After creating the agent file, compile it into an Azure DevOps pipeline:

# Simple form — generates the .yml pipeline alongside the .md source
ado-aw compile <path/to/agent.md>

# Or specify a custom output location
ado-aw compile <path/to/agent.md> -o <path/to/pipeline.yml>

This generates a .yml pipeline file.
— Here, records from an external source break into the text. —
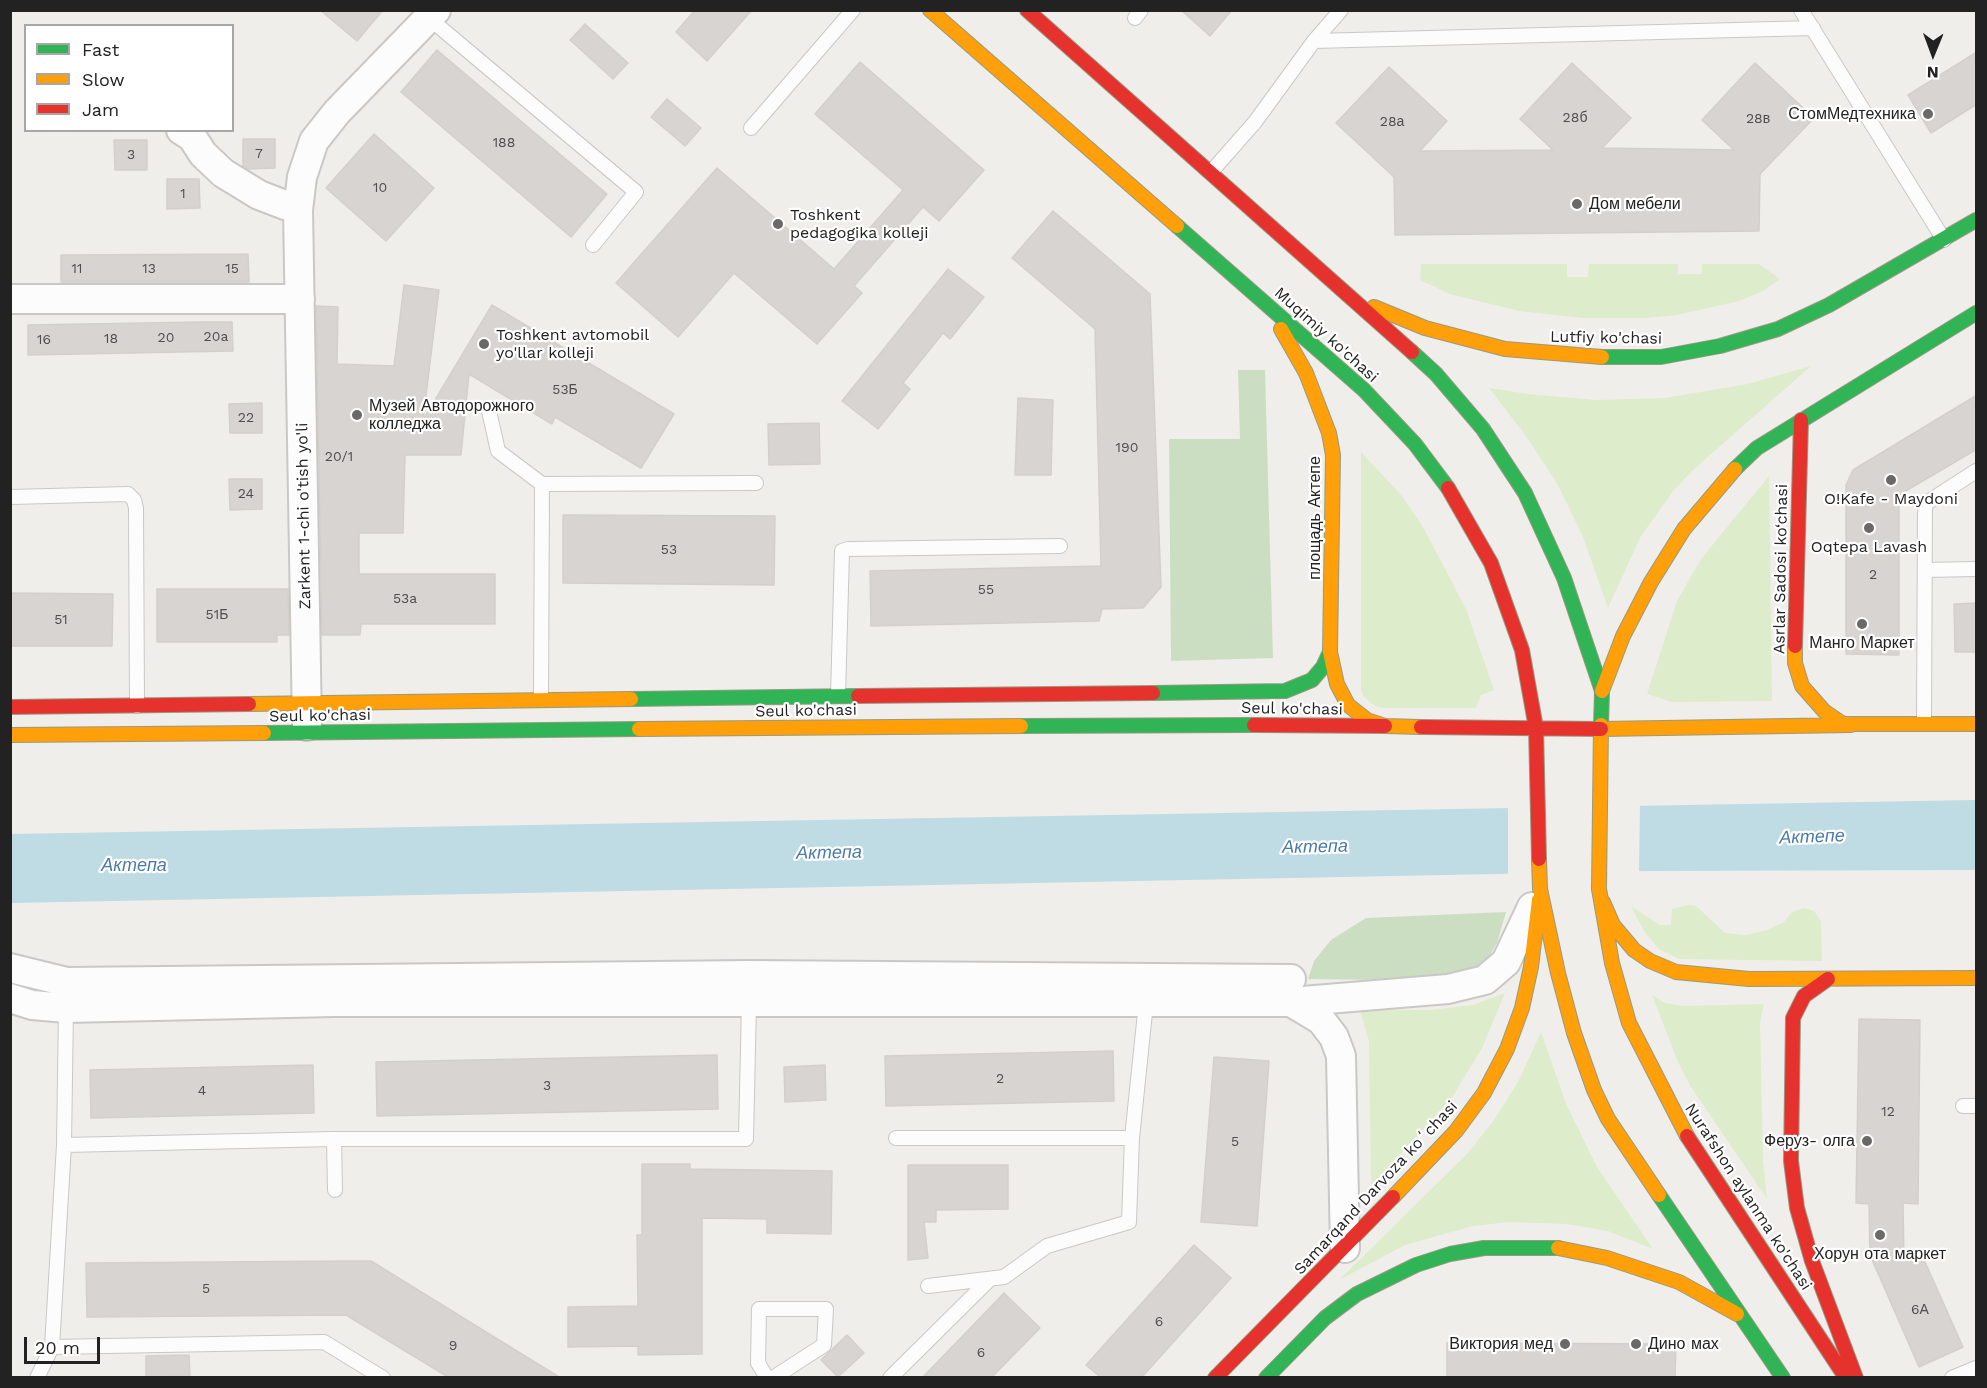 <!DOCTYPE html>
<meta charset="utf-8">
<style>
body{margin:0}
#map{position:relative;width:1987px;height:1388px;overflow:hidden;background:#f0eeeb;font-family:"Work Sans",sans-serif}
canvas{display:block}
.frame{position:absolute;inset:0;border:12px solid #222;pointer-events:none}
.legend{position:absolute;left:24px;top:24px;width:210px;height:108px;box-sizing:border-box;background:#fff;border:2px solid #a7a7a7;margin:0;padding:8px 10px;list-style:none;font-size:18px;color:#222}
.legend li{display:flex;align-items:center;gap:12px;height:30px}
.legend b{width:30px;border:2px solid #a7a7a7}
.north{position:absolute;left:1903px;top:24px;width:60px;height:60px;-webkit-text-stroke:4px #fff;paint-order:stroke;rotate:181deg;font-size:16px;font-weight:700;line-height:24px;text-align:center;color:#222}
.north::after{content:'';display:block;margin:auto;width:21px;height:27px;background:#222;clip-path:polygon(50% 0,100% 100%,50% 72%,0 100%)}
.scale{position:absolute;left:24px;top:1337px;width:76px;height:27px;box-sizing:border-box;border:3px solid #222;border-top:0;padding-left:8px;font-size:18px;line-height:21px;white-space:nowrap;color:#222;-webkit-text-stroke:4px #fff;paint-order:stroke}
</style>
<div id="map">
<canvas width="1987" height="1388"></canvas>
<div class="frame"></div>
<ul class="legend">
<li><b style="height:8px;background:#30b455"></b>Fast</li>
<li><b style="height:8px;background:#ff9f0a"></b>Slow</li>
<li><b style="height:8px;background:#e5322d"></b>Jam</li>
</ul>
<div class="north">N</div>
<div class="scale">20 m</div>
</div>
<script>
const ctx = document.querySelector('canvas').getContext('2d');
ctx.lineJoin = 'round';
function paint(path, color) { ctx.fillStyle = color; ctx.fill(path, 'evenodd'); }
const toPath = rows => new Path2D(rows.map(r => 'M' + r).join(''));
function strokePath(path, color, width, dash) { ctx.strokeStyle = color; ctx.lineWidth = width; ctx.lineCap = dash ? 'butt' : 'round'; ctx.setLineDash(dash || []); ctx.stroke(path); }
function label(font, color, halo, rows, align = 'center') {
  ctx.font = font + ' "Work Sans",sans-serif'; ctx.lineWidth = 4.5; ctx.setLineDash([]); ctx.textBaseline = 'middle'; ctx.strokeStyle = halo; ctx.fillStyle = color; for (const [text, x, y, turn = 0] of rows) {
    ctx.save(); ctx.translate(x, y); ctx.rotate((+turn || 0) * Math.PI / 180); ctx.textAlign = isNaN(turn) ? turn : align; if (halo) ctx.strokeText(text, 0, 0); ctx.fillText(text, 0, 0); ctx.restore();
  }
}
paint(toPath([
 [1421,264,1567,264,1567,277,1588,277,1589,264,1678,264,1678,274,1702,274,1702,264,1759,264,1780,279,1763,291,1739,301,1677,315,1646,318,1583,318,1519,311,1450,294,1420,280],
 [1811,366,1692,471,1674,490,1641,536,1608,608,1583,537,1558,485,1526,436,1489,388,1528,394,1596,400,1665,398,1748,384],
 [1361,452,1401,495,1422,525,1466,609,1494,690,1481,695,1476,708,1382,708,1375,706,1363,696,1361,689],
 [1769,476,1772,701,1672,702,1647,694,1677,601,1701,559],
 [1688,905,1696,906,1725,933,1746,935,1767,930,1784,922,1792,912,1804,908,1814,911,1821,921,1822,961,1679,959,1659,949,1644,931,1631,906,1660,925,1671,925,1672,909],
 [1505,993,1482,1048,1451,1099,1371,1186,1369,1041,1360,1010,1431,1010,1473,1005],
 [1652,995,1665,1003,1684,1006,1764,1004,1760,1022,1763,1159,1767,1199,1691,1087,1678,1062],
 [1541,1032,1567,1106,1597,1167,1653,1249,1608,1231,1567,1224,1509,1222,1473,1226,1405,1245,1339,1280,1467,1154,1494,1120,1518,1082]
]), '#ddeccb');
paint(toPath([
 [1238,370,1265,370,1273,658,1171,661,1169,439,1240,439],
 [1506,912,1497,943,1482,969,1453,981,1308,979,1314,961,1331,940,1366,918]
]), '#cbdec1');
paint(toPath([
 [1976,800,1976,870,1649,871,11,903,10,834]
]), '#bfdbe3');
paint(toPath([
 [1640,804,1639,874,1508,876,1508,806]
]), '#f0eeeb');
const building = toPath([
 [320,10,383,10,357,41,320,10],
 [695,10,752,10,707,61,676,32,695,10],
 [1181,10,1232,10,1210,36,1181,10],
 [585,24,628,63,613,79,570,40,585,24],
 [437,50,607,194,571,237,401,92,437,50],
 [1977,52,1977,104,1931,133,1908,95,1977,52],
 [860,62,984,170,939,221,923,207,854,286,862,293,817,344,734,273,678,337,616,283,717,168,834,269,903,190,815,114,860,62],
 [1572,63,1631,118,1602,148,1734,150,1702,120,1755,63,1814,118,1760,174,1759,231,1395,235,1394,177,1336,123,1389,67,1447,121,1420,151,1553,150,1520,119,1572,63],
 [667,99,701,128,685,146,651,117,667,99],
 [374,134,434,188,386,241,326,188,374,134],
 [243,139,275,139,275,168,248,169,243,166,243,139],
 [114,140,147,140,147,170,115,170,114,140],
 [167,179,199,179,200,208,167,209,167,179],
 [1053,211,1150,294,1161,587,1143,608,1102,609,1099,621,871,626,870,571,1101,566,1095,329,1012,258,1053,211],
 [248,254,249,282,61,282,61,255,248,254],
 [948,269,984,297,950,339,943,333,903,383,910,389,878,429,842,401,948,269],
 [404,285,439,290,423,420,492,305,674,414,641,468,555,417,552,424,469,374,461,455,405,455,403,533,359,533,359,574,495,574,495,624,361,624,360,635,322,635,316,306,338,307,337,364,394,366,404,285],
 [200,322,232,322,233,351,28,355,28,325,200,322],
 [1977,395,1977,449,1899,495,1899,655,1846,654,1846,485,1853,470,1977,395],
 [1018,398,1053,400,1051,475,1015,475,1018,398],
 [262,403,262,433,230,433,229,404,262,403],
 [819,423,820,464,769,465,768,424,819,423],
 [229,479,262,479,262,509,230,510,229,479],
 [563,515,775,516,774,585,563,583,563,515],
 [157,589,288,589,289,635,277,635,277,642,157,642,157,589],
 [10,593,113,594,112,646,10,646,10,593],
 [1977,603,1977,652,1955,652,1954,604,1977,603],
 [1859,1019,1920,1020,1918,1204,1903,1203,1904,1261,1921,1253,1963,1347,1919,1367,1870,1255,1869,1204,1856,1203,1859,1019],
 [1113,1051,1114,1101,886,1106,885,1056,1113,1051],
 [717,1055,718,1109,377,1116,376,1062,717,1055],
 [1214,1057,1269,1061,1257,1226,1201,1222,1214,1057],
 [313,1065,314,1113,91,1118,90,1070,313,1065],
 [825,1065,826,1100,785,1102,784,1067,825,1065],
 [642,1164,690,1164,690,1169,832,1171,831,1234,767,1233,767,1219,702,1218,702,1354,638,1355,638,1346,568,1347,568,1307,638,1306,637,1235,642,1235,642,1164],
 [908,1165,1008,1165,1008,1209,936,1210,936,1222,924,1222,928,1258,908,1260,908,1165],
 [1194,1245,1231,1278,1142,1377,1100,1377,1086,1365,1194,1245],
 [344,1261,371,1261,559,1377,448,1377,346,1315,87,1317,86,1263,344,1261],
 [1004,1293,1040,1328,992,1377,923,1377,1004,1293],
 [847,1335,864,1353,838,1377,821,1360,847,1335],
 [1447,1343,1676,1344,1675,1377,1447,1377,1447,1343],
 [189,1355,190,1376,146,1377,146,1356,189,1355]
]);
paint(building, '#d7d4d2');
strokePath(building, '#d3d0cc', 1.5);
const lane = toPath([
 [1801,10,1944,240],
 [1135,18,1141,10],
 [430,19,636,192,593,245],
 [1314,41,1813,28],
 [751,128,853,10],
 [1211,172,1255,122,1314,41,1341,10],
 [489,411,498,451,542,484,541,700],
 [542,484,756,483],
 [10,497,128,494,134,500,136,508,137,706],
 [1925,570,1976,569],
 [838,696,842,551,848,549,1060,546],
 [1924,724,1925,504,1976,471],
 [1963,1106,1976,1106],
 [896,1138,1132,1138,1146,1003],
 [334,1139,335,1190],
 [64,1145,334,1139,746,1139,749,1002],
 [928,1286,1004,1277,1047,1246,1129,1222,1132,1138],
 [52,1347,324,1342,383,1378],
 [37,1378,52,1347,64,1145,66,1008],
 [767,1378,758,1363,759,1309,826,1309,824,1345,773,1378],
 [890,1378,990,1279],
 [1952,1378,1976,1368]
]);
const street = toPath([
 [181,130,192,137,203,154,223,173,259,195,298,210],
 [10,299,300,299],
 [307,726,298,210,302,177,314,141,337,112,436,10],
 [10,968,67,982,750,975,1291,979],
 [10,998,32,1005,66,1008,334,1002,1291,1002,1448,989,1485,980,1506,962,1532,907],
 [1291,1002,1321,1020,1334,1037,1341,1056,1345,1248]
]);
const fast = toPath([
 [1177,226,1364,390,1415,444,1448,488],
 [1412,352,1436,374,1483,429,1525,493,1564,578,1602,691,1601,725],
 [1602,357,1661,357,1720,346,1778,329,1829,305,1976,220],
 [1735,469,1757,448,1976,313],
 [1153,693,1285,691,1312,680,1323,667,1330,652],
 [631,699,858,696],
 [1021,726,1254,725],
 [264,733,639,729],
 [1659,1195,1783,1378],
 [1266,1378,1325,1318,1357,1294,1416,1265,1450,1254,1484,1248,1558,1248]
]);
const slow = toPath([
 [930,10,1177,226],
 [1374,307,1425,328,1505,349,1602,357],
 [1281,329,1306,373,1329,433,1333,455,1330,652,1337,684,1348,705,1367,720,1385,726,1421,727],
 [1795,646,1795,663,1802,686,1824,711,1843,724,1976,724],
 [1602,691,1623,636,1651,582,1684,529,1735,469],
 [249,704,631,699],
 [1601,725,1599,889,1612,963,1629,1023,1687,1136],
 [639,729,1021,726],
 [1601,729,1851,725],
 [10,735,264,733],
 [1539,859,1540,889,1558,973,1574,1033,1594,1090,1608,1119,1659,1195],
 [1603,902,1613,925,1634,950,1650,961,1676,972,1749,979,1976,978],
 [1393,1197,1456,1131,1484,1093,1507,1049,1522,1008,1531,967,1539,900],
 [1558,1248,1607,1258,1679,1282,1737,1314]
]);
const jam = toPath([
 [1027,10,1412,352],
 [1448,488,1491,563,1522,650,1536,728,1539,859],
 [1795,646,1801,420],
 [858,696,1153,693],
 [10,707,249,704],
 [1254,725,1385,726],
 [1421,727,1601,729],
 [1828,979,1804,996,1793,1018,1791,1161,1797,1208,1812,1261,1856,1378],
 [1687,1136,1846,1378],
 [1215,1378,1393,1197]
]);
strokePath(lane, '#c9c8c7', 16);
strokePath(street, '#c9c8c7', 32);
strokePath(fast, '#999a82', 16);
strokePath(slow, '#999a82', 16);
strokePath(jam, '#999a82', 16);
strokePath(lane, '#fdfcfc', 14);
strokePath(street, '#fdfcfc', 28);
strokePath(fast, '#30b455', 14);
strokePath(slow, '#ff9f0a', 14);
strokePath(jam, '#e5322d', 14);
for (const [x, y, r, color] of [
 [1928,114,6,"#6a6968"],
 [1577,204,6,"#6a6968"],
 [778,224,6,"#6a6968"],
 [484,344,6,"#6a6968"],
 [357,415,6,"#6a6968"],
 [1891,480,6,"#6a6968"],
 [1869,528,6,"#6a6968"],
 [1862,624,6,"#6a6968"],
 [1867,1141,6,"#6a6968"],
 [1880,1235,6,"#6a6968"],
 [1565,1344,6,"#6a6968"],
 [1636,1344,6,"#6a6968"]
]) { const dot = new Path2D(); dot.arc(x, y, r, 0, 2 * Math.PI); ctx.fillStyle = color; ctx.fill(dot); strokePath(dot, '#fff', 2); }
label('14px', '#4f4e4e', null, [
 ["28б",1575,118],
 ["28в",1758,119],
 ["28а",1392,122],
 ["188",504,143],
 ["7",259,154],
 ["3",131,155],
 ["10",380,188],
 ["1",183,194],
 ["11",77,269],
 ["13",149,269],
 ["15",232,269],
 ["20a",216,337],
 ["20",166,338],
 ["18",111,339],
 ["16",44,340],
 ["53Б",565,390],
 ["22",246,418],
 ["190",1127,448],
 ["20/1",339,457],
 ["24",246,494],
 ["53",669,550],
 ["2",1873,575],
 ["55",986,590],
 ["53a",405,599],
 ["51Б",217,615],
 ["51",61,620],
 ["2",1000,1079],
 ["3",547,1086],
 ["4",202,1091],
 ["12",1888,1112],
 ["5",1235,1142],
 ["5",206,1289],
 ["6А",1920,1310],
 ["6",1159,1322],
 ["9",453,1346],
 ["6",981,1353]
]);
label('16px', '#222', '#fff', [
 ["СтомМедтехника",1916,114,"right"],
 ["Дом мебели",1589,204],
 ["Toshkent",790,215],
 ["pedagogika kolleji",790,233],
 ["Toshkent avtomobil",496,335],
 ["yo'llar kolleji",496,353],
 ["Музей Автодорожного",369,406],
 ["колледжа",369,424],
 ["O!Kafe - Maydoni",1891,499,"center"],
 ["Oqtepa Lavash",1869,547,"center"],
 ["Манго Маркет",1862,643,"center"],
 ["Феруз- олга",1855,1141,"right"],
 ["Хорун ота маркет",1880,1254,"center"],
 ["Виктория мед",1553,1344,"right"],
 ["Дино мах",1648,1344]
], 'left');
label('16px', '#222', '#fff', [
 ["Muqimiy ko'chasi",1326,335,42],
 ["Lutfiy ko'chasi",1606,338,1],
 ["Zarkent 1-chi o'tish yo'li",304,516,-91],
 ["площадь Актепе",1315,518,-90],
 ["Asrlar Sadosi ko‘chasi",1781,569,-89],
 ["Seul ko'chasi",1292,709,1],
 ["Seul ko'chasi",806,711,-1],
 ["Seul ko'chasi",320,716,-1],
 ["Samarqand Darvoza koʻchasi",1376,1188,-47],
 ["Nurafshon aylanma ko'chasi",1748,1197,57]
]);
label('italic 18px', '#4a7aab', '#fff', [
 ["Актепе",1812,837,-2],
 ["Актепа",1315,847,-1],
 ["Актепа",829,853,-1],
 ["Актепа",134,866]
]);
</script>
Both the source .md and generated .yml must be committed together.

If the ado-aw CLI is not installed or not available on PATH, guide the user to download it from: https://github.com/githubnext/ado-aw/releases

After compilation, tell the user the next steps:

Next steps:
  1. Review and customize the agent instructions in <filename>.md
  2. Commit both the .md source and the generated .yml pipeline
  3. Register the .yml as a pipeline in Azure DevOps

Common Patterns

Scheduled Analysis → Work Item

Agent reads data (Kusto, ADO) and files a work item if action is needed.

schedule: daily around 10:00
tools:
  azure-devops: true
permissions:
  read: my-read-sc
  write: my-write-sc
safe-outputs:
  create-work-item:
    work-item-type: Bug
    tags: [automated, agent-detected]

PR-Triggered Code Review

Triggered by another pipeline; reviews and comments via ADO.

triggers:
  pipeline:
    name: "CI Build"
    branches: [main, feature/*]
tools:
  azure-devops: true
permissions:
  read: my-read-sc
  write: my-write-sc
safe-outputs:
  create-work-item:
    work-item-type: Task

Repository Maintenance with PRs

Agent makes code changes and proposes them via PR.

schedule: weekly on sunday
tools:
  azure-devops: true
permissions:
  read: my-read-sc
  write: my-write-sc
safe-outputs:
  create-pull-request:
    target-branch: main
    auto-complete: true
    squash-merge: true

Multi-Repo Agent

Agent checks out and modifies a secondary repository.

repositories:
  - repository: shared-config
    type: git
    name: my-org/shared-config
checkout:
  - shared-config
workspace: repo
permissions:
  read: my-read-sc
  write: my-write-sc
safe-outputs:
  create-pull-request:
    target-branch: main

Key Rules

  • Minimal permissions: Default to no permissions; add only what the task requires.
  • Explicit allow-lists: Restrict MCP tools to only what the agent needs.
  • No direct writes: All mutations go through safe outputs — the agent cannot push code or call write APIs directly.
  • Compile before committing: Always compile with ado-aw compile and commit both the .md source and generated .yml together.
  • Check validation: The compiler will error if write safe-outputs are configured without permissions.write.